None of this is really wrong; I do think people can get stuck in what Davis calls “infinite browsing mode,” and I agree that making hard choices is scary but rewarding. I’m not sure, however, that just saying “commit!” is as useful as people think it is, or that there are as many people contentedly playing the field into late adulthood as pundits seem to imagine. I think more people are confronting big choices, like where to live, in positions like the one you describe: ready to make a commitment, but uncertain about what the criteria for that choice should be. You proposed a lot of possible criteria in your question, and it sounds like you’ve considered and weighed and thought and re-thought about each of them. You even use the word “optimizing,” which is telling: you’ve been looking for an imagined perfect place that is climate-safe, has a good arts scene, has access to the outdoors, is walkable, and affordable.
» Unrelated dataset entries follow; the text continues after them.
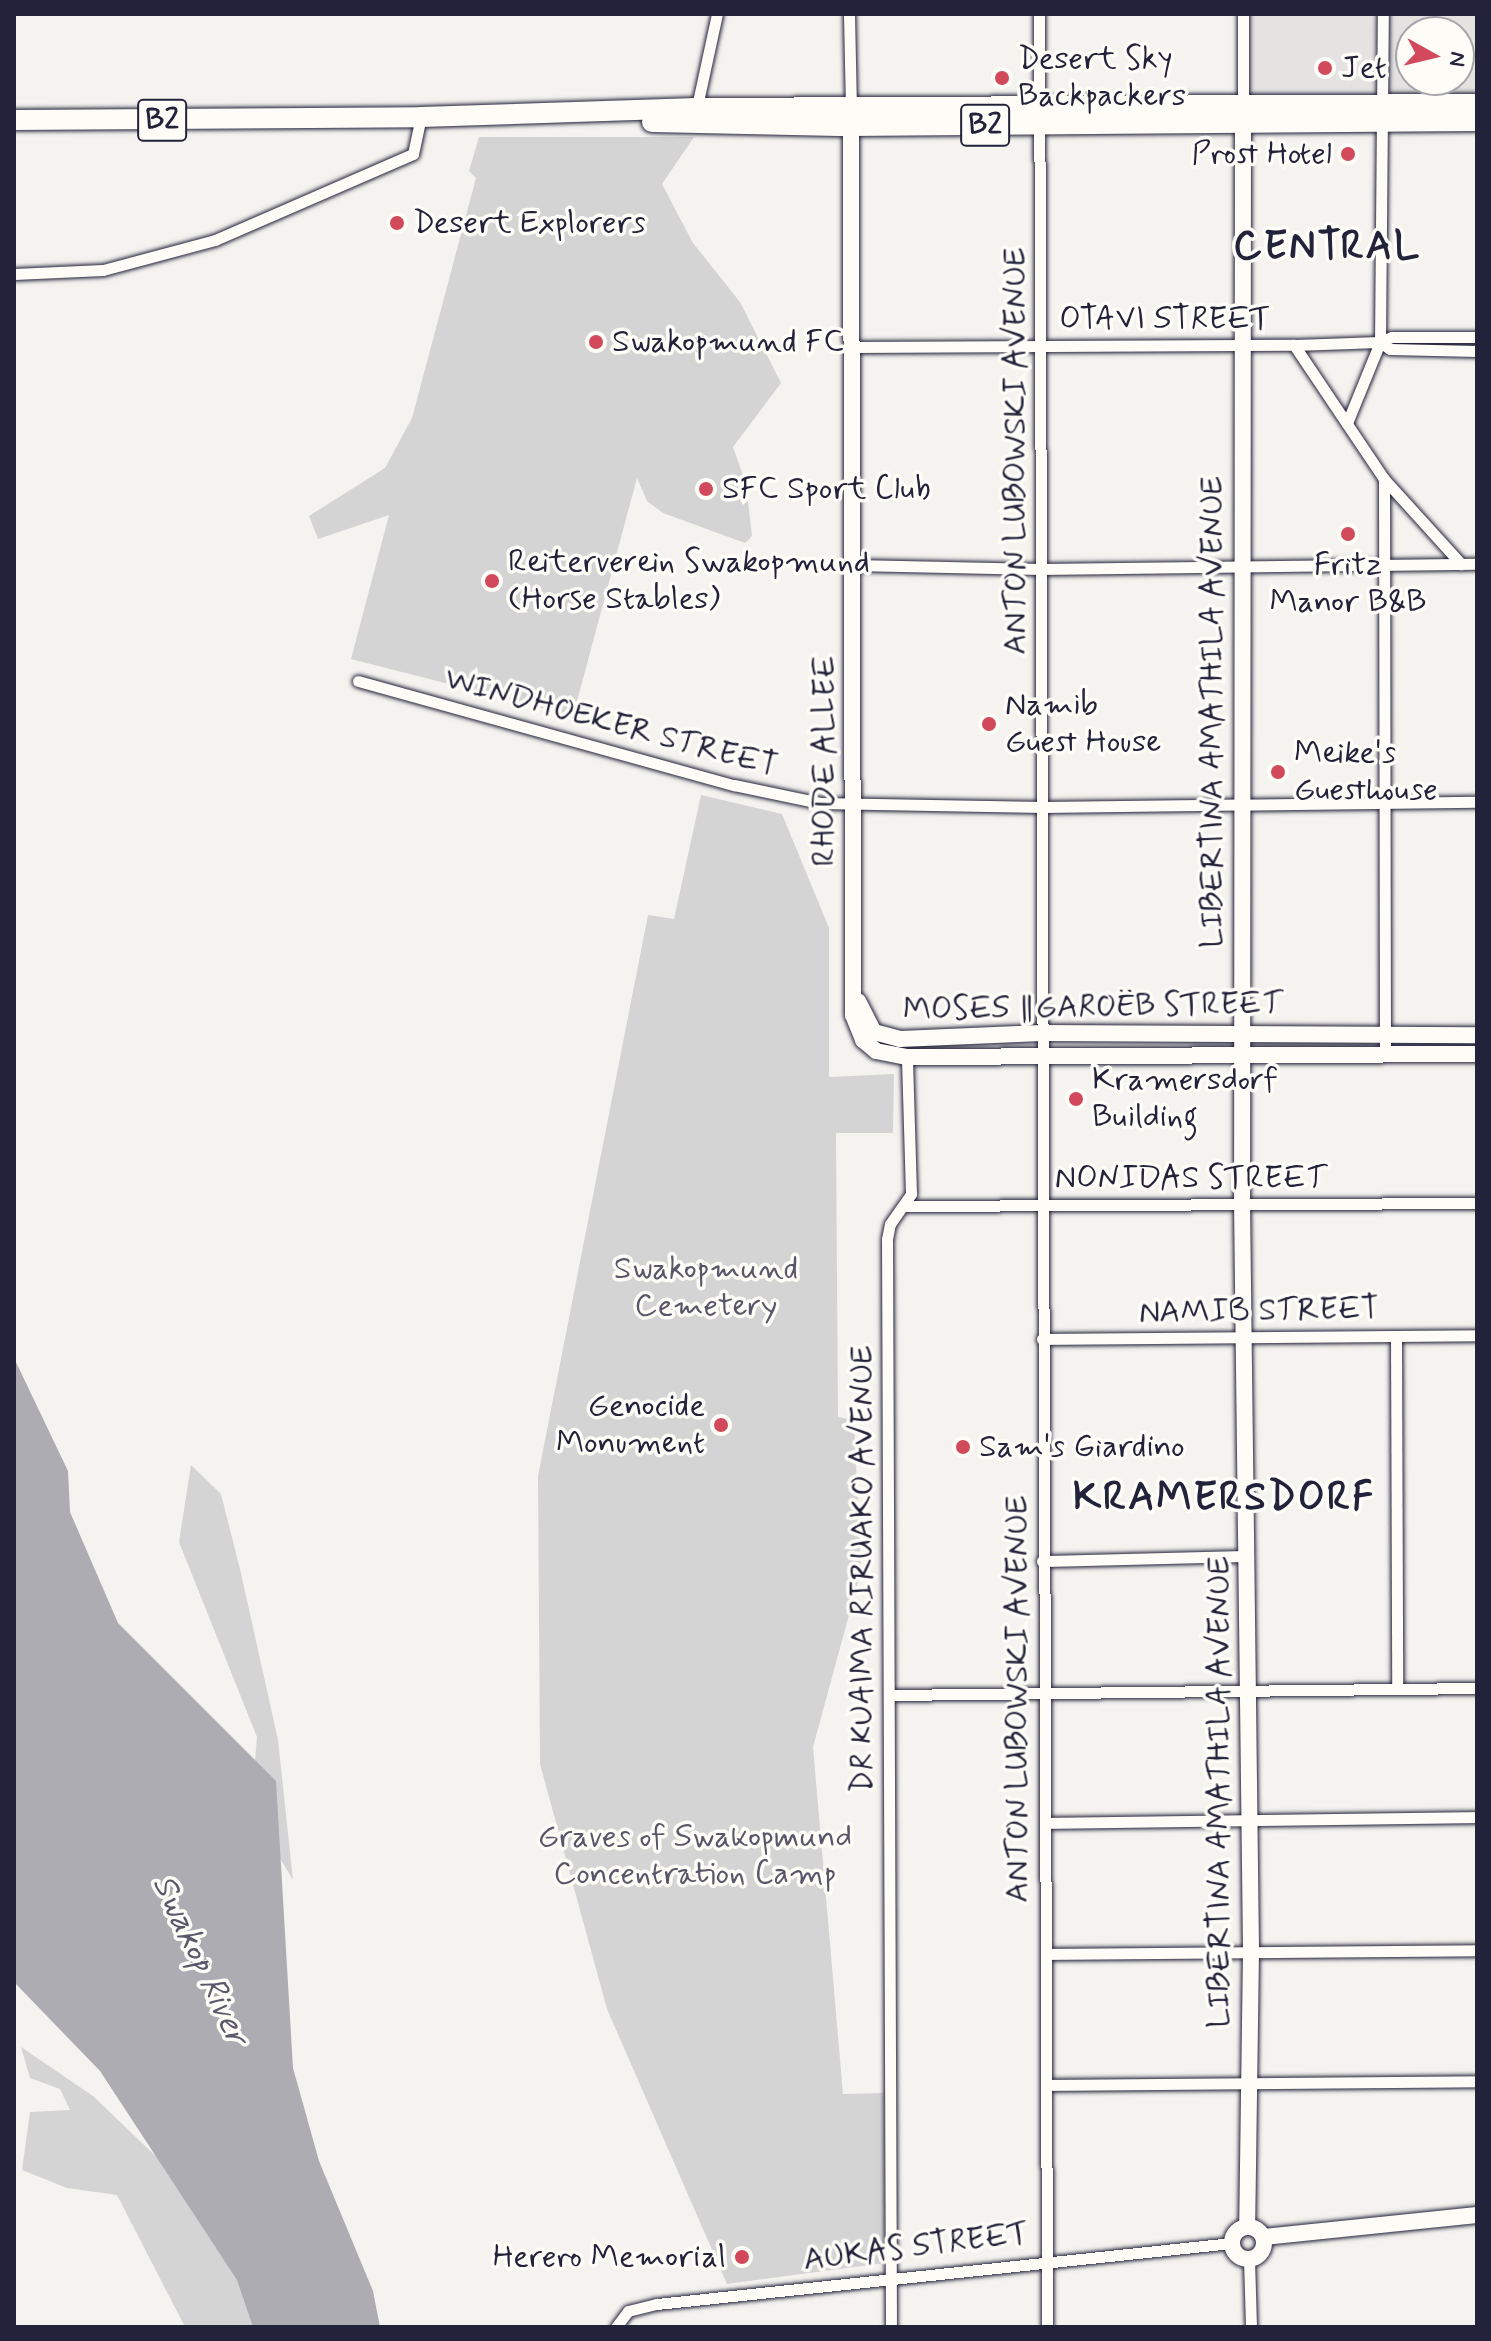 <!DOCTYPE html>
<meta charset="utf-8">
<style>
body{margin:0}
#map{position:relative;width:1491px;height:2341px;overflow:hidden;background:#f4f3ef;font-family:Mynerve,sans-serif}
div>[style]{position:absolute}
[style*='--x']{left:calc(var(--x)*1px);top:calc(var(--y)*1px);width:calc(var(--w)*1px);rotate:calc(var(--a)*1deg)}
.built>*{inset:0;background:#e4e3e2}
.green>*{inset:0;background:#d5d4d5}
.water>*{inset:0;background:#acacb2}
.roads{filter:drop-shadow(0 0 2px #22223b) drop-shadow(0 0 2px #22223b)}
.street>*{height:11px;margin:-5.5px;padding:0 5.5px;transform-origin:5.5px;border-radius:5.5px;background:#fdfcf7}
.secondary>*{height:16px;margin:-8px;padding:0 8px;transform-origin:8px;border-radius:8px;background:#fdfcf7}
.secondary>.ring{margin:-8px;padding:0;box-sizing:content-box;background:none;border:16px solid #fdfcf7;border-radius:50%}
.highway>*{height:20px;margin:-10px;padding:0 10px;transform-origin:10px;border-radius:10px;background:#fdfcf7}
.dots>*{width:22px;height:22px;translate:-50% -50%;box-sizing:border-box;border:4px solid #fdfcf7;border-radius:50%}
span{translate:-50% -50%;white-space:nowrap;text-align:center;line-height:1.15;-webkit-text-stroke:7px #fdfcf7;paint-order:stroke}
.shield-label span{padding:2px 6px;background:#fdfcf7;border:2px solid;border-radius:6px;-webkit-text-stroke-width:0}
.shield-label{font-size:30px;color:#22223b;font-weight:700}
.poi-label{font-size:32px;color:#22223b}
.left{translate:0 -50%;text-align:left}
.right{translate:-100% -50%;text-align:right}
.street-label{font-size:32px;color:#22223b}
.park-label{font-size:32px;color:#585769}
.water-label{font-size:34px;color:#59596b;font-style:italic}
.district-label{font-size:40px;color:#22223b;font-weight:700;letter-spacing:2px}
.frame{position:absolute;inset:0;border:16px solid #22223b;pointer-events:none}
.north{position:absolute;left:1395px;top:16px;width:80px;height:80px;box-sizing:border-box;background:#fdfcf7;border:2px solid #a5a5ac;border-radius:50%;rotate:98deg;font-size:22px;font-weight:700;line-height:32px;text-align:center;color:#22223b}
.north::after{content:'';display:block;margin:auto;width:28px;height:36px;background:#d1495b;clip-path:polygon(50% 0,100% 100%,50% 72%,0 100%)}
</style>
<div id="map">
<div class="built">
<i style="clip-path:polygon(evenodd,1247px 14px,1477px 14px,1477px 99px,1247px 101px,1247px 14px,1411px 32px,1459px 32px,1459px 80px,1411px 80px,1411px 32px)"></i>
</div>
<div class="green">
<i style="clip-path:polygon(479px 137px,694px 137px,662px 184px,693px 243px,740px 302px,781px 383px,733px 447px,746px 484px,752px 536px,745px 543px,663px 513px,647px 501px,637px 478px,573px 716px,351px 659px,389px 515px,318px 539px,309px 516px,385px 468px,412px 418px,476px 178px,469px 171px)"></i>
<i style="clip-path:polygon(701px 795px,782px 814px,829px 928px,829px 1077px,894px 1074px,893px 1133px,836px 1133px,838px 1417px,854px 1420px,861px 1571px,813px 1747px,843px 2094px,884px 2093px,885px 2263px,727px 2284px,607px 2009px,540px 1764px,538px 1476px,648px 915px,674px 919px)"></i>
<i style="clip-path:polygon(191px 1465px,221px 1494px,240px 1569px,278px 1740px,293px 1880px,266px 1835px,252px 1796px,257px 1737px,179px 1542px)"></i>
<i style="clip-path:polygon(21px 2047px,93px 2096px,191px 2190px,263px 2327px,185px 2327px,117px 2195px,67px 2188px,22px 2170px,30px 2112px,70px 2110px,60px 2089px,30px 2078px)"></i>
</div>
<div class="water">
<i style="clip-path:polygon(14px 1358px,68px 1471px,70px 1512px,118px 1623px,276px 1781px,293px 2068px,319px 2161px,373px 2291px,380px 2327px,253px 2327px,237px 2280px,100px 2071px,14px 1982px)"></i>
</div>
<div class="roads">
<div class="street">
<i style="--x:849;--y:14;--w:93;--a:88.8"></i>
<i style="--x:1039;--y:14;--w:2313;--a:89.8"></i>
<i style="--x:1243;--y:107;--w:93;--a:-90"></i>
<i style="--x:696;--y:111;--w:99;--a:-77.8"></i>
<i style="--x:14;--y:274;--w:89;--a:-2.6"></i>
<i style="--x:103;--y:270;--w:116;--a:-15"></i>
<i style="--x:215;--y:240;--w:216;--a:-23.5"></i>
<i style="--x:413;--y:154;--w:38;--a:-78"></i>
<i style="--x:1380;--y:342;--w:12;--a:35"></i>
<i style="--x:1390;--y:349;--w:87;--a:1.3"></i>
<i style="--x:1294;--y:345;--w:161;--a:56.1"></i>
<i style="--x:1384;--y:479;--w:115;--a:47.8"></i>
<i style="--x:853;--y:347;--w:441;--a:-0.3"></i>
<i style="--x:1294;--y:345;--w:86;--a:-2"></i>
<i style="--x:1380;--y:342;--w:13;--a:-23"></i>
<i style="--x:1392;--y:337;--w:85;--a:0"></i>
<i style="--x:1347;--y:423;--w:87;--a:-67.8"></i>
<i style="--x:1380;--y:342;--w:328;--a:-89.5"></i>
<i style="--x:1384;--y:479;--w:573;--a:89.9"></i>
<i style="--x:853;--y:565;--w:188;--a:1.2"></i>
<i style="--x:1041;--y:569;--w:436;--a:-0.7"></i>
<i style="--x:358;--y:681;--w:390;--a:15.5"></i>
<i style="--x:734;--y:785;--w:88;--a:11.8"></i>
<i style="--x:820;--y:803;--w:223;--a:1"></i>
<i style="--x:1043;--y:807;--w:434;--a:-0.7"></i>
<i style="--x:906;--y:1206;--w:571;--a:-0.3"></i>
<i style="--x:1396;--y:1336;--w:353;--a:89.8"></i>
<i style="--x:1042;--y:1339;--w:435;--a:-0.5"></i>
<i style="--x:1042;--y:1561;--w:206;--a:-1.4"></i>
<i style="--x:890;--y:1695;--w:587;--a:-0.68"></i>
<i style="--x:1046;--y:1823;--w:431;--a:-0.8"></i>
<i style="--x:1046;--y:1954;--w:431;--a:-0.5"></i>
<i style="--x:1046;--y:2085;--w:431;--a:-0.5"></i>
<i style="--x:1249;--y:2259;--w:68;--a:88.3"></i>
<i style="--x:616;--y:2327;--w:20;--a:-53"></i>
<i style="--x:628;--y:2311;--w:30;--a:-14"></i>
<i style="--x:657;--y:2304;--w:578;--a:-6.06"></i>
<i style="--x:891;--y:2327;--w:1088;--a:-90.21"></i>
<i style="--x:887;--y:1239;--w:15;--a:-79"></i>
<i style="--x:890;--y:1224;--w:37;--a:-55"></i>
<i style="--x:911;--y:1194;--w:137;--a:-91.7"></i>
</div>
<div class="secondary">
<i style="--x:1243;--y:113;--w:1089;--a:90.05"></i>
<i style="--x:1242;--y:1202;--w:750;--a:89.31"></i>
<i style="--x:1251;--y:1952;--w:274;--a:90.8"></i>
<i style="--x:851;--y:116;--w:899;--a:89.87"></i>
<i style="--x:853;--y:1015;--w:27;--a:68"></i>
<i style="--x:863;--y:1040;--w:17;--a:40"></i>
<i style="--x:876;--y:1051;--w:32;--a:11"></i>
<i style="--x:907;--y:1057;--w:570;--a:-0.3"></i>
<i style="--x:858;--y:1001;--w:35;--a:63"></i>
<i style="--x:874;--y:1032;--w:27;--a:15"></i>
<i style="--x:900;--y:1039;--w:142;--a:-2.4"></i>
<i style="--x:1042;--y:1033;--w:435;--a:0.3"></i>
<i class="ring" style="left:1232px;top:2227px;width:16px;height:16px"></i>
<i style="--x:1264;--y:2237;--w:214;--a:-5.9"></i>
</div>
<div class="highway">
<i style="--x:14;--y:120;--w:407;--a:-0.4"></i>
<i style="--x:421;--y:117;--w:275;--a:-1.9"></i>
<i style="--x:696;--y:108;--w:781;--a:-0.29"></i>
<i style="--x:652;--y:122;--w:198;--a:1.2"></i>
<i style="--x:850;--y:126;--w:627;--a:-0.46"></i>
</div>
</div>
<div class="dots">
<i style="left:1325px;top:68px;background:#d1495b"></i>
<i style="left:1002px;top:78px;background:#d1495b"></i>
<i style="left:1348px;top:154px;background:#d1495b"></i>
<i style="left:397px;top:223px;background:#d1495b"></i>
<i style="left:596px;top:342px;background:#d1495b"></i>
<i style="left:706px;top:489px;background:#d1495b"></i>
<i style="left:1348px;top:534px;background:#d1495b"></i>
<i style="left:492px;top:581px;background:#d1495b"></i>
<i style="left:989px;top:724px;background:#d1495b"></i>
<i style="left:1278px;top:772px;background:#d1495b"></i>
<i style="left:1076px;top:1099px;background:#d1495b"></i>
<i style="left:721px;top:1425px;background:#d1495b"></i>
<i style="left:963px;top:1447px;background:#d1495b"></i>
<i style="left:742px;top:2257px;background:#d1495b"></i>
</div>
<div class="shield-label">
<span style="left:162px;top:120px">B2</span>
<span style="left:985px;top:125px">B2</span>
</div>
<div class="poi-label">
<span class="left" style="left:1018px;top:78px">Desert Sky<br>Backpackers</span>
<span class="left" style="left:1341px;top:68px">Jet</span>
<span class="right" style="left:1332px;top:154px">Prost Hotel</span>
<span class="left" style="left:413px;top:223px">Desert Explorers</span>
<span class="left" style="left:612px;top:342px">Swakopmund FC</span>
<span class="left" style="left:722px;top:489px">SFC Sport Club</span>
<span class="left" style="left:508px;top:581px">Reiterverein Swakopmund<br>(Horse Stables)</span>
<span style="left:1348px;top:584px">Fritz<br>Manor B&amp;B</span>
<span class="left" style="left:1005px;top:724px">Namib<br>Guest House</span>
<span class="left" style="left:1294px;top:772px">Meike's<br>Guesthouse</span>
<span class="left" style="left:1092px;top:1099px">Kramersdorf<br>Building</span>
<span class="right" style="left:705px;top:1425px">Genocide<br>Monument</span>
<span class="left" style="left:979px;top:1447px">Sam's Giardino</span>
<span class="right" style="left:726px;top:2257px">Herero Memorial</span>
</div>
<div class="street-label">
<span style="left:1165px;top:319px">OTAVI STREET</span>
<span style="left:1016px;top:451px;rotate:-90deg">ANTON LUBOWSKI AVENUE</span>
<span style="left:1213px;top:712px;rotate:-90deg">LIBERTINA AMATHILA AVENUE</span>
<span style="left:611px;top:723px;rotate:15deg">WINDHOEKER STREET</span>
<span style="left:825px;top:761px;rotate:-90deg">RHODE ALLEE</span>
<span style="left:1093px;top:1007px;rotate:-1deg">MOSES ǁGAROËB STREET</span>
<span style="left:1191px;top:1178px">NONIDAS STREET</span>
<span style="left:1259px;top:1311px;rotate:-1deg">NAMIB STREET</span>
<span style="left:863px;top:1569px;rotate:-90deg">DR KUAIMA RIRUAKO AVENUE</span>
<span style="left:1018px;top:1699px;rotate:-90deg">ANTON LUBOWSKI AVENUE</span>
<span style="left:1220px;top:1792px;rotate:-90deg">LIBERTINA AMATHILA AVENUE</span>
<span style="left:916px;top:2247px;rotate:-7deg">AUKAS STREET</span>
</div>
<div class="park-label">
<span style="left:706px;top:1288px">Swakopmund<br>Cemetery</span>
<span style="left:695px;top:1856px">Graves of Swakopmund<br>Concentration Camp</span>
</div>
<div class="water-label">
<span style="left:200px;top:1960px;rotate:65deg">Swakop River</span>
</div>
<div class="district-label">
<span style="left:1327px;top:247px">CENTRAL</span>
<span style="left:1224px;top:1498px">KRAMERSDORF</span>
</div>
<div class="frame"></div>
<div class="north">N</div>
</div>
You know, I think, that such a place doesn’t really exist. The attempt to optimize for too many many different variables is leading you nowhere.
My suggestion is: move to the place where you know the most people you love. Of course, it should satisfy some of your other needs and desires. You should be able to afford housing and do the work you need to do. You should like “the vibe” of the city when you visit, in a basic sense. But your priority should be going toward people — whether this is a group of friends you could see yourself slotting into, or one very close friend with whom you could build a broader social world. I would move to this place even if it means going somewhere more expensive, or considering a geographic region you wouldn’t otherwise, or eschewing the arts scene or the outdoors. I once thought I could never live in a city where I couldn’t get outside easily. I was wrong, since I live in one now — a place I came to initially not because I really wanted to but because of an ex-boyfriend’s job. Now I’m here, and even though I do really miss access to the outdoors, and I spent a lot of time and money traveling to places where I can look at mountains, and sometimes this feels silly, it’s a trade-off I’m willing to make.
That is because I think the great advantage of living in cities — in apartments stacked on top of each other, at great expense, alienated from nature — is that we are surrounded by people. Ideally, we are surrounded by people we know and love, and through them, discover a more expansive world in which we might meet new people we come to know and love. Through them, we might meet a romantic interest, or someone to work with. We might go to the bar on a Friday, and then go back to the same bar the following Friday with the same people, plus a few new ones, and then do it over again. Over time, this life among people you know and love will take on its own momentum. You might feel, if not quite a sense of permanence, that you could at least see yourself doing this for now, for the foreseeable future. This is why I do not live in Portland, Maine, and am unlikely to ever live in Portland, Maine, even though it checks all the other boxes of a city in which I would ideally live.
Part of what I find frustrating about the general tenor of debates about commitment and choice-making is the way they focus so much on you, the individual, and what you must do. You need to find the right person to marry. You need to find the right career and stick to it. You need to decide. To the extent that these commitment-mongers acknowledge “community,” it tends to be either general or rooted in family. (For Brooks, the guiding principles are “family, God, craft and country.”) I think that considering your relationships with your friends when making a big choice like the one you’re facing can help place less weight on what you personally need to do to live the best life, and more on how you might make one in proximity to others. A million other choices will rear their heads when you’re in whichever city you choose, but many of them will be easier if you’re living near a group of people you love and trust. You can choose where to live based on where those people are, and I think that in fact you should.